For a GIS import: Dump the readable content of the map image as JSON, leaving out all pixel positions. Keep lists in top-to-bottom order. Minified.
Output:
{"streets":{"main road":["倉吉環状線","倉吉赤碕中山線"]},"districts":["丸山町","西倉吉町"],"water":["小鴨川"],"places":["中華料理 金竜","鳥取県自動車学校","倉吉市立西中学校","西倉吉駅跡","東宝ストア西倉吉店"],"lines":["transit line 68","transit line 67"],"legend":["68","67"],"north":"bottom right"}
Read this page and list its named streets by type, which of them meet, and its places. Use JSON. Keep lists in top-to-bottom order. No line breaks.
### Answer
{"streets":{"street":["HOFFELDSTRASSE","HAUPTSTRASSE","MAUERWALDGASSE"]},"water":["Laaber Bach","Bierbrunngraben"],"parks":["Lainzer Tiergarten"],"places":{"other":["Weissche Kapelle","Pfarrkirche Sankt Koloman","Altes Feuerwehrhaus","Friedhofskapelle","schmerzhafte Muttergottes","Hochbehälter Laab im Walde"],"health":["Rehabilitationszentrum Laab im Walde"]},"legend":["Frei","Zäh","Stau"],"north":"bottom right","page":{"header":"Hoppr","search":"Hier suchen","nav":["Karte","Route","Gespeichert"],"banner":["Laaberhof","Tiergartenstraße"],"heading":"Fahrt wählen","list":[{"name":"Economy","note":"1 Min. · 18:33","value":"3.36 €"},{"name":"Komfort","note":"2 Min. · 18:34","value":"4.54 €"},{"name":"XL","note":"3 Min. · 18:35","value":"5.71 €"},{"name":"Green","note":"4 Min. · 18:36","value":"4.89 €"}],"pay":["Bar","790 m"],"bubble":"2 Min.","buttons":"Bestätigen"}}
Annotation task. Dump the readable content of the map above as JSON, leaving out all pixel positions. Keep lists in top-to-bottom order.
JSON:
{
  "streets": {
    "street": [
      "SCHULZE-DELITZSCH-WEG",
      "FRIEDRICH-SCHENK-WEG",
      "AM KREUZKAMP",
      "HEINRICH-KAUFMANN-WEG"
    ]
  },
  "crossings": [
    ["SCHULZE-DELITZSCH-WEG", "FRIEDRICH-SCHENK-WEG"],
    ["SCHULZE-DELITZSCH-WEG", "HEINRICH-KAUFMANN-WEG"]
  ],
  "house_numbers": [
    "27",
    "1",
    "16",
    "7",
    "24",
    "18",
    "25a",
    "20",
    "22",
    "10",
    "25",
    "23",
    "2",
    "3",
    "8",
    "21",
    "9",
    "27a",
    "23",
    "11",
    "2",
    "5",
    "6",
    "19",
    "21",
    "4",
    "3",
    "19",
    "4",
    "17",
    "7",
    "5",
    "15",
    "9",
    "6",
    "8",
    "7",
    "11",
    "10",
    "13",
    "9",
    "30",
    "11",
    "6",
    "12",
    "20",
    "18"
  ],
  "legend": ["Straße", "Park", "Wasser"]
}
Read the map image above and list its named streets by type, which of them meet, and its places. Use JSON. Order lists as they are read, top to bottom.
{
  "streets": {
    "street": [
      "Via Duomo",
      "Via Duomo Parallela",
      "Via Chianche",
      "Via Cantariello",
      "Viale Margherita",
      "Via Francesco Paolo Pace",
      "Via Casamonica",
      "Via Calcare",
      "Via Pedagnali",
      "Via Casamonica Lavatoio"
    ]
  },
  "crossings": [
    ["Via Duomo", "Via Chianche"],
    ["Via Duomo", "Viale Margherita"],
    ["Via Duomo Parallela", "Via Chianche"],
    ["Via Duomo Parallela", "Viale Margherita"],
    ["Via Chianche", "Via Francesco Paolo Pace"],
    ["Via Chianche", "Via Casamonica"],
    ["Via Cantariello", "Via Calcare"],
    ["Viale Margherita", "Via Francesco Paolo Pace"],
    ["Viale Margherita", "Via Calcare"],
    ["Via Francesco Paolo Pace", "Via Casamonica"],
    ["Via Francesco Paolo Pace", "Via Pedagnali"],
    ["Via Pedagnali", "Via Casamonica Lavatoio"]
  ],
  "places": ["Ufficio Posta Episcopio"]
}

**Your goal**
Every entry is to be repeated precisely as it stands.

**Result of this task**
For a GIS import: Dump the readable content of the map image as JSON, leaving out all pixel positions. Keep lists in top-to-bottom order. Minified.
Output:
{"streets":{"main road":["倉吉環状線","倉吉赤碕中山線"]},"districts":["丸山町","西倉吉町"],"water":["小鴨川"],"places":["中華料理 金竜","鳥取県自動車学校","倉吉市立西中学校","西倉吉駅跡","東宝ストア西倉吉店"],"lines":["transit line 68","transit line 67"],"legend":["68","67"],"north":"bottom right"}
Read this page and list its named streets by type, which of them meet, and its places. Use JSON. Keep lists in top-to-bottom order. No line breaks.
### Answer
{"streets":{"street":["HOFFELDSTRASSE","HAUPTSTRASSE","MAUERWALDGASSE"]},"water":["Laaber Bach","Bierbrunngraben"],"parks":["Lainzer Tiergarten"],"places":{"other":["Weissche Kapelle","Pfarrkirche Sankt Koloman","Altes Feuerwehrhaus","Friedhofskapelle","schmerzhafte Muttergottes","Hochbehälter Laab im Walde"],"health":["Rehabilitationszentrum Laab im Walde"]},"legend":["Frei","Zäh","Stau"],"north":"bottom right","page":{"header":"Hoppr","search":"Hier suchen","nav":["Karte","Route","Gespeichert"],"banner":["Laaberhof","Tiergartenstraße"],"heading":"Fahrt wählen","list":[{"name":"Economy","note":"1 Min. · 18:33","value":"3.36 €"},{"name":"Komfort","note":"2 Min. · 18:34","value":"4.54 €"},{"name":"XL","note":"3 Min. · 18:35","value":"5.71 €"},{"name":"Green","note":"4 Min. · 18:36","value":"4.89 €"}],"pay":["Bar","790 m"],"bubble":"2 Min.","buttons":"Bestätigen"}}
Annotation task. Dump the readable content of the map above as JSON, leaving out all pixel positions. Keep lists in top-to-bottom order.
JSON:
{
  "streets": {
    "street": [
      "SCHULZE-DELITZSCH-WEG",
      "FRIEDRICH-SCHENK-WEG",
      "AM KREUZKAMP",
      "HEINRICH-KAUFMANN-WEG"
    ]
  },
  "crossings": [
    ["SCHULZE-DELITZSCH-WEG", "FRIEDRICH-SCHENK-WEG"],
    ["SCHULZE-DELITZSCH-WEG", "HEINRICH-KAUFMANN-WEG"]
  ],
  "house_numbers": [
    "27",
    "1",
    "16",
    "7",
    "24",
    "18",
    "25a",
    "20",
    "22",
    "10",
    "25",
    "23",
    "2",
    "3",
    "8",
    "21",
    "9",
    "27a",
    "23",
    "11",
    "2",
    "5",
    "6",
    "19",
    "21",
    "4",
    "3",
    "19",
    "4",
    "17",
    "7",
    "5",
    "15",
    "9",
    "6",
    "8",
    "7",
    "11",
    "10",
    "13",
    "9",
    "30",
    "11",
    "6",
    "12",
    "20",
    "18"
  ],
  "legend": ["Straße", "Park", "Wasser"]
}
Read the map image above and list its named streets by type, which of them meet, and its places. Use JSON. Order lists as they are read, top to bottom.
{
  "streets": {
    "street": [
      "Via Duomo",
      "Via Duomo Parallela",
      "Via Chianche",
      "Via Cantariello",
      "Viale Margherita",
      "Via Francesco Paolo Pace",
      "Via Casamonica",
      "Via Calcare",
      "Via Pedagnali",
      "Via Casamonica Lavatoio"
    ]
  },
  "crossings": [
    ["Via Duomo", "Via Chianche"],
    ["Via Duomo", "Viale Margherita"],
    ["Via Duomo Parallela", "Via Chianche"],
    ["Via Duomo Parallela", "Viale Margherita"],
    ["Via Chianche", "Via Francesco Paolo Pace"],
    ["Via Chianche", "Via Casamonica"],
    ["Via Cantariello", "Via Calcare"],
    ["Viale Margherita", "Via Francesco Paolo Pace"],
    ["Viale Margherita", "Via Calcare"],
    ["Via Francesco Paolo Pace", "Via Casamonica"],
    ["Via Francesco Paolo Pace", "Via Pedagnali"],
    ["Via Pedagnali", "Via Casamonica Lavatoio"]
  ],
  "places": ["Ufficio Posta Episcopio"]
}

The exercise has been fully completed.